Send alerts from systemd to Slack - N | Robots Science Gamedev

Published: October 14, 2021Updated: July 31, 2022

Table of contents

Preface
Install logagent
Configure logagent
Send systemd logs to logagent
Mockup service
Fixing bugs in logagent
Add filters
Send logs to Slack
Results

I found logagent from a google search. It should solve a very simple thing: get logs from systemd, focus on one service, format a message and send to Slack with webhooks. After six months I have found some time to make another effort and make it finally work.

Preface

For example you have a very small software company. You are using only free services and you do not have resources to write custom solutions.

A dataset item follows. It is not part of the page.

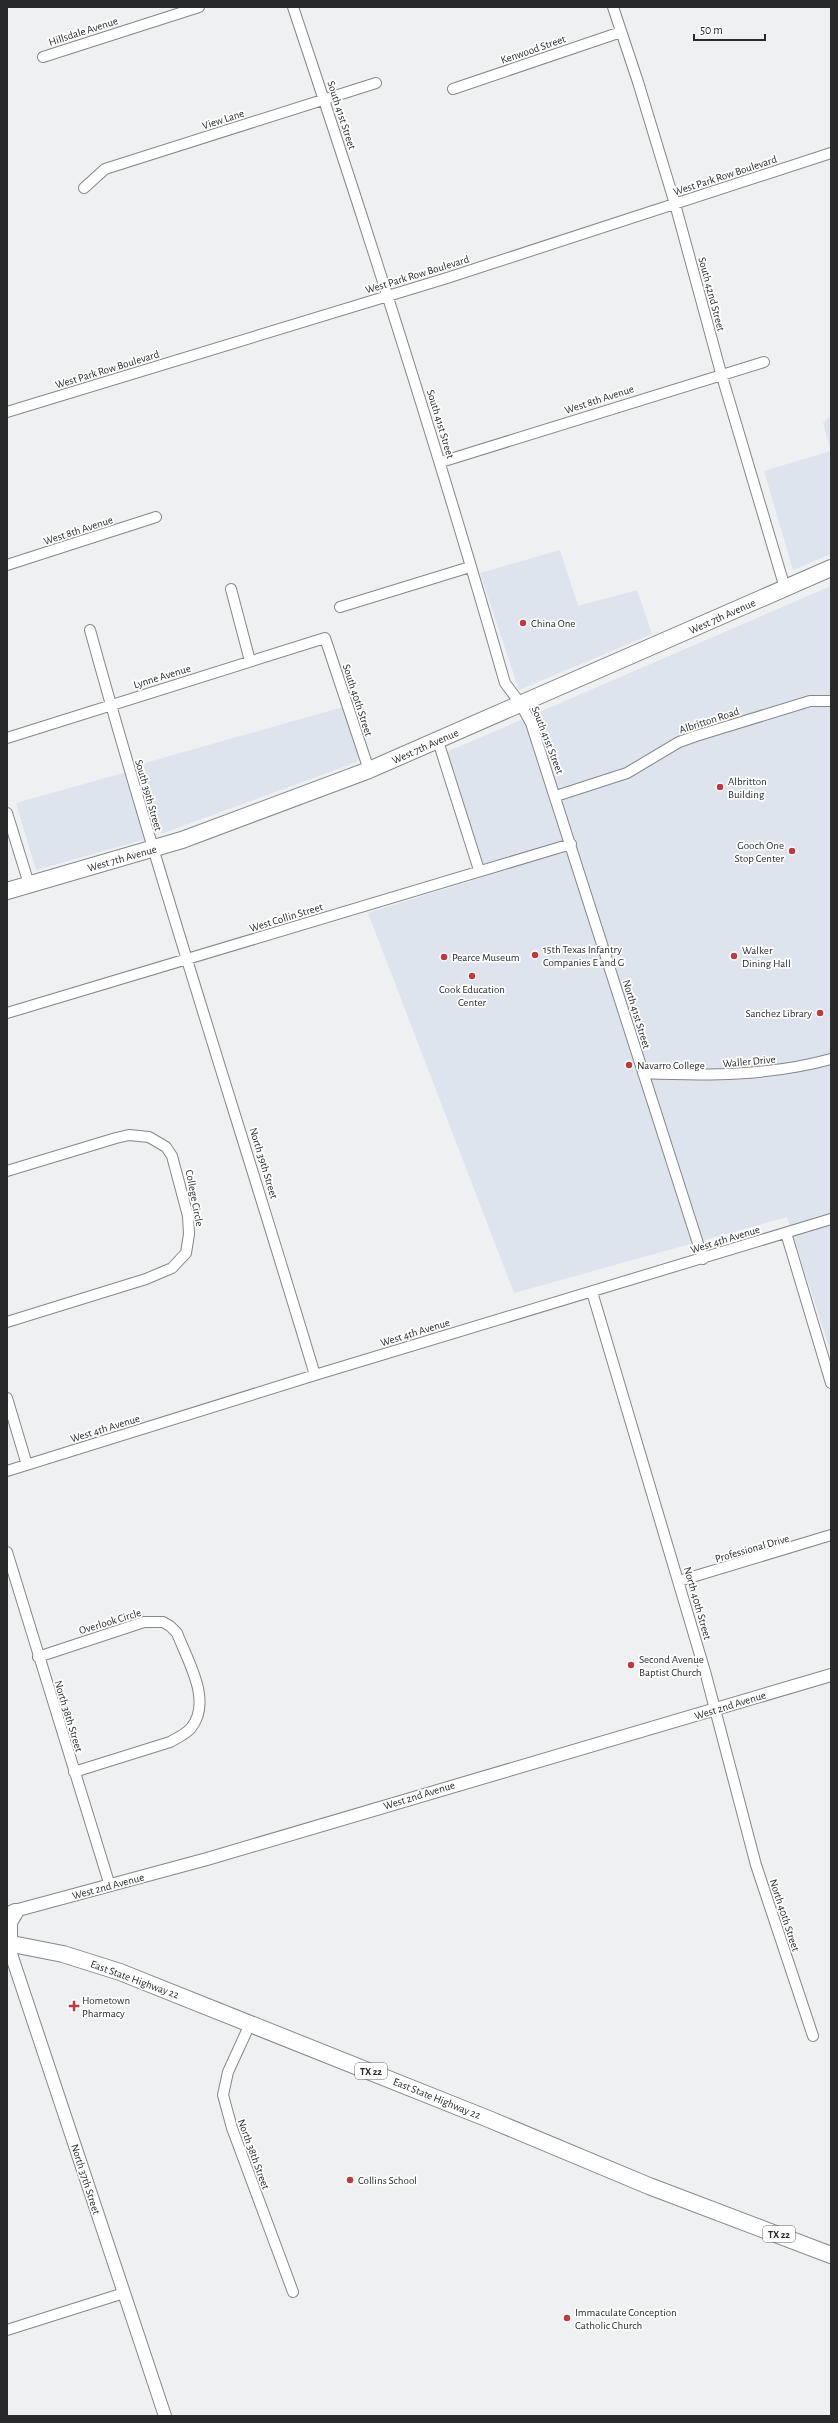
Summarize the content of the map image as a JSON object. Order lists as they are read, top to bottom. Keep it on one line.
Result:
{"streets":{"main road":["West 7th Avenue","East State Highway 22","TX 22"],"street":["Hillsdale Avenue","Kenwood Street","South 41st Street","View Lane","West Park Row Boulevard","South 42nd Street","West 8th Avenue","Lynne Avenue","South 40th Street","Albritton Road","South 39th Street","West Collin Street","North 41st Street","Waller Drive","North 39th Street","College Circle","West 4th Avenue","Professional Drive","North 40th Street","Overlook Circle","West 2nd Avenue","North 38th Street","North 37th Street"]},"crossings":[["Kenwood Street","South 42nd Street"],["South 41st Street","View Lane"],["South 41st Street","West Park Row Boulevard"],["South 41st Street","West 8th Avenue"],["South 41st Street","West 7th Avenue"],["South 41st Street","Albritton Road"],["South 41st Street","West Collin Street"],["South 41st Street","North 41st Street"],["West Park Row Boulevard","South 42nd Street"],["South 42nd Street","West 8th Avenue"],["South 42nd Street","West 7th Avenue"],["West 7th Avenue","South 40th Street"],["West 7th Avenue","South 39th Street"],["Lynne Avenue","South 40th Street"],["Lynne Avenue","South 39th Street"],["South 39th Street","West Collin Street"],["South 39th Street","North 39th Street"],["West Collin Street","North 41st Street"],["West Collin Street","North 39th Street"],["North 41st Street","Waller Drive"],["North 41st Street","West 4th Avenue"],["North 39th Street","West 4th Avenue"],["West 4th Avenue","North 40th Street"],["Professional Drive","North 40th Street"],["North 40th Street","West 2nd Avenue"],["Overlook Circle","North 38th Street"],["West 2nd Avenue","North 38th Street"],["North 38th Street","East State Highway 22"],["East State Highway 22","North 37th Street"]],"places":{"other":["China One","Albritton Building","Gooch One Stop Center","15th Texas Infantry Companies E and G","Walker Dining Hall","Pearce Museum","Cook Education Center","Sanchez Library","Navarro College","Second Avenue Baptist Church","Collins School","Immaculate Conception Catholic Church"],"health":["Hometown Pharmacy"]},"scale_bar":"50 m"}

When you work with real users, anything can happen. You have a system that requires constant monitoring. Normally one will setup alerts, but you do not know what alerts you need.

Then you decide to keep an eye on it, set a simple service redirecting important log messages into Slack, that way your managers can spot a problem and later formulate what alerts they need.

Install logagent

First thing first, get the code

git clone https://github.com/sematext/logagent-js.git
git rev-parse HEAD
af1661efcb69812bc495524cbc07a1c55e0767ec

Commit af1661efcb69812bc495524cbc07a1c55e0767ec is the place of my investigation. Also

node --version
v16.0.0
npm --version
7.11.2

install modules from npm

npm install

Here is my first error.

Flag --force makes it swallow the pill

npm install --force

Let's ignore deprecated warnings, we will fix it later. Now it's time to check the "binary":

node ./bin/logagent -h

Great! After this we can continue with the official tutorial on how to forward systemd logs to sematext (output from sematext will be configured in the second stage).

The howto has good explanations that I'm not going to repeat. I will only list here the steps you need to make everything work.

Configure logagent

Create example config file

node ./bin/logagent --writeConfig logagent.yml

It is huge! It has 1085 lines. Okay, just make a new one, we keep it simple:

input:
   journal-upload:
    module: input-journald-upload
    port: 9090
    worker: 0
    systemdUnitFilter: 
      include: !!js/regexp /.*/i
    removeFields:
      - __CURSOR
      - _TRANSPORT
      - _BOOT_ID
      - _UID
      - _GID
      - _CAP_EFFECTIVE
      - _MACHINE_ID
      - _HOSTNAME
      - _SYSTEMD_SLICE
      - _STREAM_ID
      - _PID
      - _COMM
      - _EXE
      - _CMDLINE
      - _SYSTEMD_CGROUP
      - _SYSTEMD_INVOCATION_ID
      - SYSLOG_FACILITY
      - PRIORITY
      - SYSLOG_IDENTIFIER

output: 
  stdout: yaml

More about configuration options of input-journald-upload in input plugin spec: https://sematext.com/docs/logagent/input-plugin-journald-upload/

Run the logagent. This will start a web server on our localhost on port 9090 waiting for journal info to come. Keep this terminal open.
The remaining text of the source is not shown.